Is it too late for Alberta?

After the NDP lost the 2019 provincial election to the newly minted UCP party, hope for the viability of this province’s future seemed dim, but not necessarily catastrophic, after all, Jason Kenney did campaign on a promise to avoid cutting education and public health care (I didn’t believe him) and to “surgically” make cuts from the public sector. If you were a credulous fool who blithely accepted the promise that cutting taxes was going to facilitate a boom in business, things might have in fact, seemed like they might be pretty good.

Fast forward one year later and outlook for the province looks absolutely grim. With COVID 19 wreaking havoc on economies around the world, an OPEC driven price war on oil and monstrous cuts made to education, health care and public service by the UCP government; this may be a watershed moment in Alberta’s history, turning the page on a historically boom/bust economy into one that is permanently depressed. Without an extremely drastic economic stimulus package that injects money into our economy via massive infrastructure projects, we are going to be absolutely fucked.
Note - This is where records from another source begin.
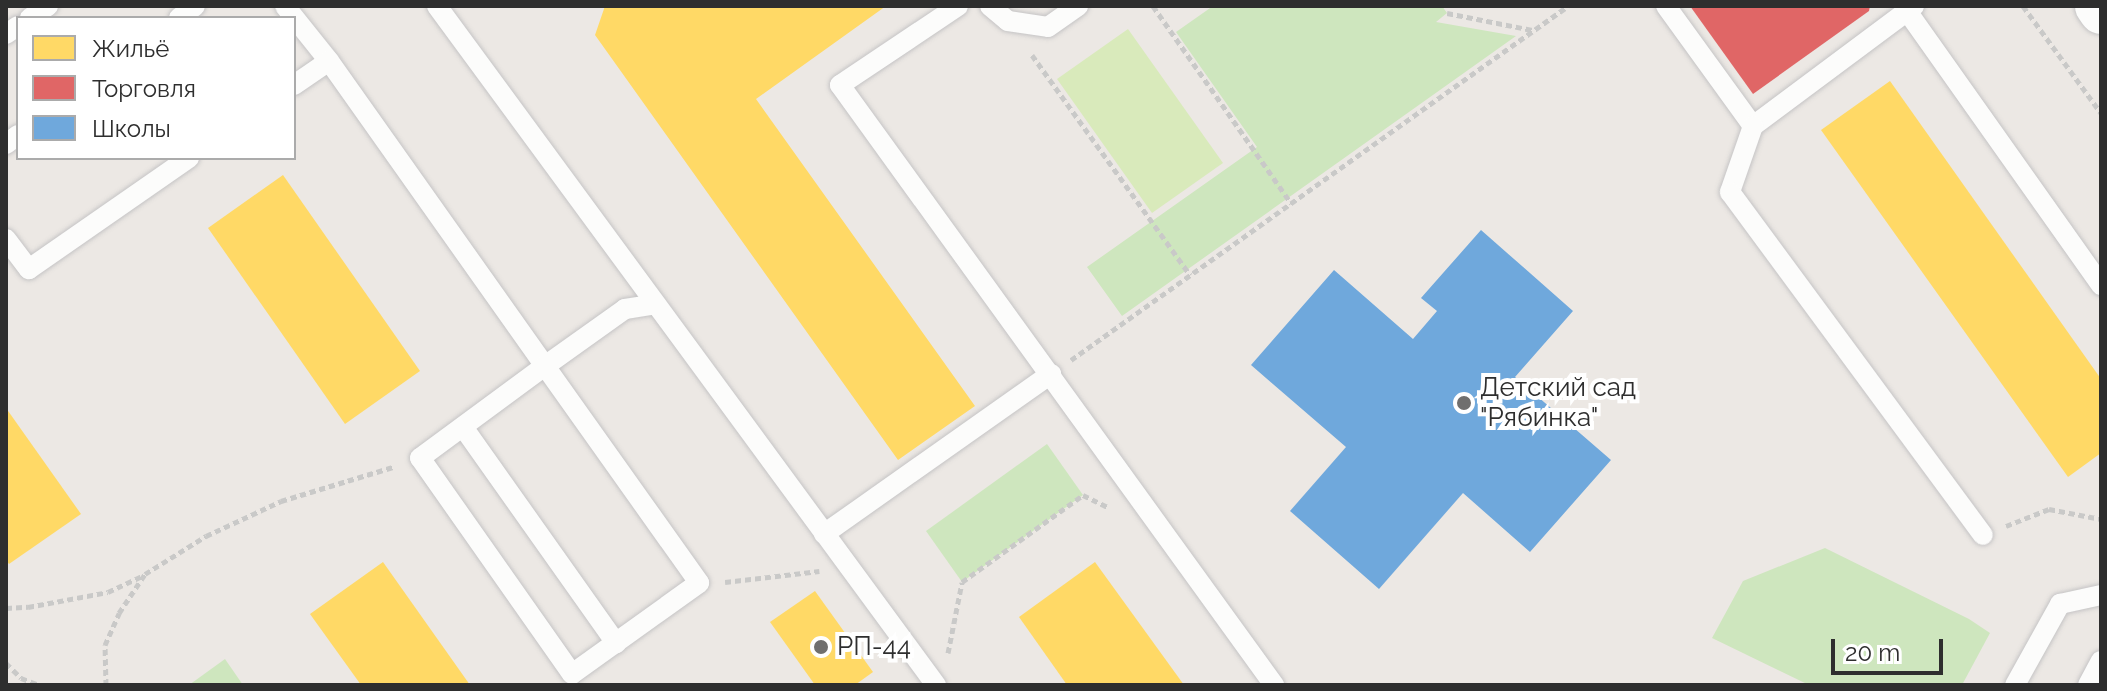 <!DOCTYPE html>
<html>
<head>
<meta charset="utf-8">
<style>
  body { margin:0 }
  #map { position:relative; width:2107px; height:691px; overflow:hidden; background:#ece8e4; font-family:Raleway,sans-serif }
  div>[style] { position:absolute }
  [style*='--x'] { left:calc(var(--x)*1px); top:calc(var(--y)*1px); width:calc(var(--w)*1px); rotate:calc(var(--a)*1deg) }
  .green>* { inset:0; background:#cee6be }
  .pitch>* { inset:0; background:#d9eabb }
  .homes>* { inset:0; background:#ffd966 }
  .shops>* { inset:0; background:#e06666 }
  .schools>* { inset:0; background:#6fa8dc }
  .path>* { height:5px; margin-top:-2.5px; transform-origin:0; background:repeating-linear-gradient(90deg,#c9c9c8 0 6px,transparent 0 10px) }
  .roads { filter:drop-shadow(0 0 2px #c5c4c5) drop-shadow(0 0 2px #c5c4c5) }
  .lane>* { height:20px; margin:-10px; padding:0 10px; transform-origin:10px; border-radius:10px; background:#fcfcfb }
  .secondary>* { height:44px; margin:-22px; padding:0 22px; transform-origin:22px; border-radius:22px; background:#fcfcfb }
  .dots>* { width:22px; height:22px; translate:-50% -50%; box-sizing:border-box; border:4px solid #fff; border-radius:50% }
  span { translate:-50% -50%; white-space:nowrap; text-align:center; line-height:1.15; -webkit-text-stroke:8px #fff; paint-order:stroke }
  .poi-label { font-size:26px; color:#2e2e2e }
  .left { translate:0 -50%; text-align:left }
  .frame { position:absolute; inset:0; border:8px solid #2e2e2e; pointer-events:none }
  .legend { position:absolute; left:16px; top:16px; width:280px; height:144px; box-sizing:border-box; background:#fff; border:2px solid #ababab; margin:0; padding:10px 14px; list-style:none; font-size:24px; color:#2e2e2e }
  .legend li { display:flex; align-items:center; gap:16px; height:40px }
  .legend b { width:40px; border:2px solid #ababab }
  .scale { position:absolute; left:1831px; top:639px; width:112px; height:36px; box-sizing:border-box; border:4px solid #2e2e2e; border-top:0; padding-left:10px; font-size:24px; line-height:28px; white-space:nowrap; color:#2e2e2e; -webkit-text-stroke:6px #fff; paint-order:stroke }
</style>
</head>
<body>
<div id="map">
  <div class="green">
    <i style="clip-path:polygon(1213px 6px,1442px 6px,1447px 13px,1436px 22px,1516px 36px,1122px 316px,1087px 267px,1257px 147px,1176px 32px)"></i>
    <i style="clip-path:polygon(1047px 444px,1083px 495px,962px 582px,926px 531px)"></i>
    <i style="clip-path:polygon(1825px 548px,1969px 619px,1990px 633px,1962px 685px,1809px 685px,1712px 638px,1743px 581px)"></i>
    <i style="clip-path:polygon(225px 659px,243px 685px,189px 685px)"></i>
  </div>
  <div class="pitch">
    <i style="clip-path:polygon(1128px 29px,1223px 163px,1152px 213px,1057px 79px)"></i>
  </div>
  <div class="homes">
    <i style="clip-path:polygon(605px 6px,886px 6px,756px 99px,975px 406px,898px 460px,595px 35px)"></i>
    <i style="clip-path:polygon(1890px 81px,2101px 379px,2101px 453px,2068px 477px,1821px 130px)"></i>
    <i style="clip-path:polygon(283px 175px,420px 371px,345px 424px,208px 228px)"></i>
    <i style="clip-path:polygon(6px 408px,81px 514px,9px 564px,6px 560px)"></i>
    <i style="clip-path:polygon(383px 562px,470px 685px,361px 685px,310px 614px)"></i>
    <i style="clip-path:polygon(1095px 562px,1184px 685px,1067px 685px,1019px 617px)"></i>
    <i style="clip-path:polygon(815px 591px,873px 672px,855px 685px,815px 685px,770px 622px)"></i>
  </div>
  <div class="shops">
    <i style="clip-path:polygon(1690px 6px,1870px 6px,1869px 11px,1753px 94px)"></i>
  </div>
  <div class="schools">
    <i style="clip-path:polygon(1481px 230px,1573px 311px,1515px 377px,1611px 460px,1530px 552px,1463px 493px,1379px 589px,1290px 511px,1346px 447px,1251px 365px,1334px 270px,1413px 339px,1437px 311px,1421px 298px)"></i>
  </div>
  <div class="path">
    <i style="--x:1153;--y:6;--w:241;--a:55"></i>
    <i style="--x:2023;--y:6;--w:132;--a:53.9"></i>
    <i style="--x:1447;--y:13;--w:87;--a:11.3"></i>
    <i style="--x:1032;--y:55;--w:271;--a:54.3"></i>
    <i style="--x:1071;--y:360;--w:610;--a:-35.46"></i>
    <i style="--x:2006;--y:526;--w:46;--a:-21.6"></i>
    <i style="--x:2049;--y:509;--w:53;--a:10.9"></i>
    <i style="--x:725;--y:582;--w:95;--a:-6.7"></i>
    <i style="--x:6;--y:608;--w:22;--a:-3"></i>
    <i style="--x:28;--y:607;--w:81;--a:-10.6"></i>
    <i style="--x:108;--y:592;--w:40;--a:-25"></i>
    <i style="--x:948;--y:653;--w:72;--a:-78.8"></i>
    <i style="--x:962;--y:582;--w:149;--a:-35.7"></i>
    <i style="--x:1083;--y:495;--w:28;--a:26"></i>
    <i style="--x:6;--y:663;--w:21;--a:45"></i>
    <i style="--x:21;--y:678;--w:19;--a:21"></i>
    <i style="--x:106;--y:685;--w:40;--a:-91.4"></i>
    <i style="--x:105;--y:645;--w:35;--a:-66"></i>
    <i style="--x:119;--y:613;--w:47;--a:-56.3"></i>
    <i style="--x:145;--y:574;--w:72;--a:-31.9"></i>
    <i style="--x:206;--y:536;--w:83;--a:-25"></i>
    <i style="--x:281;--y:501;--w:117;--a:-16.9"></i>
  </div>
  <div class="roads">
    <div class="lane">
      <i style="--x:285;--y:6;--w:70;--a:51.3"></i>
      <i style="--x:329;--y:61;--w:374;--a:54.7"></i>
      <i style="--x:545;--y:366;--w:266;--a:54.6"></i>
      <i style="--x:699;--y:583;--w:156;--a:144.4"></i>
      <i style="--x:572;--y:674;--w:264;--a:-125.1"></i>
      <i style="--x:420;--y:458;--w:155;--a:-36.4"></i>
      <i style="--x:545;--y:366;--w:98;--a:-35.5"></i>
      <i style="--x:625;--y:309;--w:30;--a:-9"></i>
      <i style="--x:437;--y:6;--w:843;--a:53.69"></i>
      <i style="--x:958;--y:6;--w:142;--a:146.2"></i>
      <i style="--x:840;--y:85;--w:741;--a:54.12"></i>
      <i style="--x:990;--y:6;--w:23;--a:40"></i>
      <i style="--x:1008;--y:21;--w:40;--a:8.5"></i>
      <i style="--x:1048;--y:27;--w:37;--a:-35"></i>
      <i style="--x:1666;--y:6;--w:148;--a:54.1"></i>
      <i style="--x:1753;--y:126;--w:201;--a:-36.7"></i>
      <i style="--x:1907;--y:11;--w:336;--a:54.7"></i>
      <i style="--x:30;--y:18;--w:22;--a:-34"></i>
      <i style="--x:179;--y:18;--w:20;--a:-37"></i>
      <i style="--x:6;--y:34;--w:14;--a:-34"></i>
      <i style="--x:294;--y:85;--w:42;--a:-34.4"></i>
      <i style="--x:1753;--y:126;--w:70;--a:109.2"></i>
      <i style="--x:1730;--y:192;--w:426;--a:53.6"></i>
      <i style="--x:6;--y:144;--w:15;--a:-37"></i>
      <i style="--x:6;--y:239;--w:38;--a:53"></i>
      <i style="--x:29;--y:269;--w:195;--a:-34.8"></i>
      <i style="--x:463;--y:427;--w:265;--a:54.7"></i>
      <i style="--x:824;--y:534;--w:278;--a:-35.2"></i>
      <i style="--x:2015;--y:685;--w:93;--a:-60.9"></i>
      <i style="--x:2060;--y:604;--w:42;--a:-12.4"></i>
      <i style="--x:2088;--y:685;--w:27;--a:-62"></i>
    </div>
    <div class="secondary">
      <i style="--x:2097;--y:6;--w:7;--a:56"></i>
    </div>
  </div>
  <div class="dots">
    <i style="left:1464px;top:403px;background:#706f6e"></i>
    <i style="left:821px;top:647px;background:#706f6e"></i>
  </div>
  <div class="poi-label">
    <span class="left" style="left:1480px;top:403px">Детский сад<br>"Рябинка"</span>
    <span class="left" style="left:837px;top:647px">РП-44</span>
  </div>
  <div class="frame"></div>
  <ul class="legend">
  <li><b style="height:22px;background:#ffd966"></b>Жильё</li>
  <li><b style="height:22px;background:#e06666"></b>Торговля</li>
  <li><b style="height:22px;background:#6fa8dc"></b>Школы</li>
  </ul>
  <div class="scale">20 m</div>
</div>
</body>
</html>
As of today, WCS is trading at less than $10/bbl. There hasn’t been a time in the history of this province that the oil business has been this unprofitable. Given the current economic climate and it’s bleak outlook, I can’t help but to consider Alberta’s plight as analogous to that of Greater Appalachia during the 1960’s, when the extractive coal industry became less profitable and steel manufacturing began to slowly move overseas. As analogies go, I think this one fits like a glove: swathes of uneducated, but hard working people migrated to a place where there was a massive demand for labour. Due to the labour shortage and the difficulty of the work, people were compensated quite well — much better than if they had pursued careers commensurate with their level of education and training in a job market that was not propped up by natural resource extraction. The current fate of Appalachian-Americans should be instructive for the average Albertan. It is the culmination of corporate rejection, strategically unimportant geographic location and cultural conservatism that has landed Greater Appalachia in a quagmire of addiction, hopelessness and poverty.

Our trajectory isn’t any different. Any hope of mitigating the blow to our economy dealt by rock bottom oil and gas prices has gone with the wind, as UCP ideologues have firmly rejected government involvement in diversifying away from extractive industry, in an effort to display just how far they are willing to be bent over a barrel by oil and gas corporations. Albertans have developed a martyr complex that has only grown over the decades since Pierre Elliot Trudeau enacted the National Energy Policy, which invoked the ire of corporate oil companies and their bootlickers. Every single time the supply of oil exceeds the demand, Alberta suffers immensely and the finger is always pointed at Ottawa because it’s politically expedient and frankly, the average voter in Alberta is critically under-informed.

With the lion’s share of the electorate seemingly unable to identify conservative policies with the abject failure to position Alberta toward success (or even viability) when oil and gas becomes unprofitable; I think it’s a safe bet that we have a long, painful road ahead of us.

That doesn’t mean I think it’s hopeless to fight back against the UCP. There can be a positive future for Alberta. It’s just incredibly important to keep in mind that poverty at the level of Appalachia today WILL be in our future if we stand back and allow the conservatives to loot our public sector and refuse to serve it’s citizens in good faith.